Com maior ou menor grau de aproximação, esses "ciclos ideológicos" do desenvolvimentismo ocorreram nos outros países da América Latina, sobretudo pelo protagonismo que a Comissão Econômica para a América Latina e o Caribe (CEPAL), com o pensamento de seus economistas, exerceu sobre os governos no continente. Da mesma maneira, esses países também assistiram à organização de inúmeros movimentos sociais, que elaboraram diversas formas de apoio ou de contestação aos princípios desenvolvimentistas, seja pelos limites, seja pelos ganhos sociais que o alcance desse pensamento representou. As resistências, que o XVII ENANPUR evoca, ocorrem historicamente, tanto no primeiro ciclo - movimentos vinculados à manutenção de elementos de um projeto nacional com a inclusão das massas urbanas -, quanto no segundo ciclo ideológico do desenvolvimentismo - movimentos sociais vinculados à redemocratização, incluindo ação direta de resistência guerrilheira e o adensamento dos movimentos sociais urbanos baseados na luta pelo espaço da cidade produzido na forma da “espoliação urbana”, compreendida nos termos de Kowarick (1979).

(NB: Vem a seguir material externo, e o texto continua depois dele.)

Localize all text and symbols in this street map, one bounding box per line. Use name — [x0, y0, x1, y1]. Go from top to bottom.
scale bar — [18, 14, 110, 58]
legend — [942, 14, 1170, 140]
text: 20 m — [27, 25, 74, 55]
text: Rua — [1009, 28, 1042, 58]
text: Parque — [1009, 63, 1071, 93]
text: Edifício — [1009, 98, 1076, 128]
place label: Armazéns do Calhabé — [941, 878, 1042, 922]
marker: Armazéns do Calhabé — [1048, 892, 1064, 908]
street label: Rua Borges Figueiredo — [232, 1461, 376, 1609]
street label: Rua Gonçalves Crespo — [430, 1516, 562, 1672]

O quadro do Planejamento Urbano e Regional, no período delimitado por esta Sessão Livre, no que tange ao universo nacional, inclui desde as ações dos planos nacionais de desenvolvimento ao longo da chamada “Era Vargas” (1930-1964) passando pelas ações do SERFHAU (de 1964 a 1975), articuladas ao discurso das produções urbana e habitacional integradas, e também as demais ações do regime militar sobre as questões habitacional e urbana. (BIELSCHOWSKY, 2004; BIELSCHOWSKY, 2011). No que diz respeito à América Latina, esse arco temporal abrange desde uma ação estatal mais centralizada (em que houve uma adoção mais ou menos hegemônica de planos globais e promoção de conjuntos habitacionais que seguiram os preceitos do movimento moderno), até as propostas de planejamento participativo (que inclui dinâmicas mais democráticas no agenciamento do território e a participação dos usuários no projeto e na realização de conjuntos habitacionais de caráter social). Compreender o percurso da formulação de planos nacionais de desenvolvimento é fundamental para enfrentar os desafios atuais do desenvolvimento nacional, tendo como um dos mais estruturais a questão da recorrente superação pelos governos que se sucedem, sem que se possa finalizar a implantação das metas pretendidas; outra questão na formulação de planos nacionais encontra-se nas dificuldades de se fazerem aprovar no Congresso Nacional e, quando o são, de se fazerem efetivar nas instâncias federativas envolvidas.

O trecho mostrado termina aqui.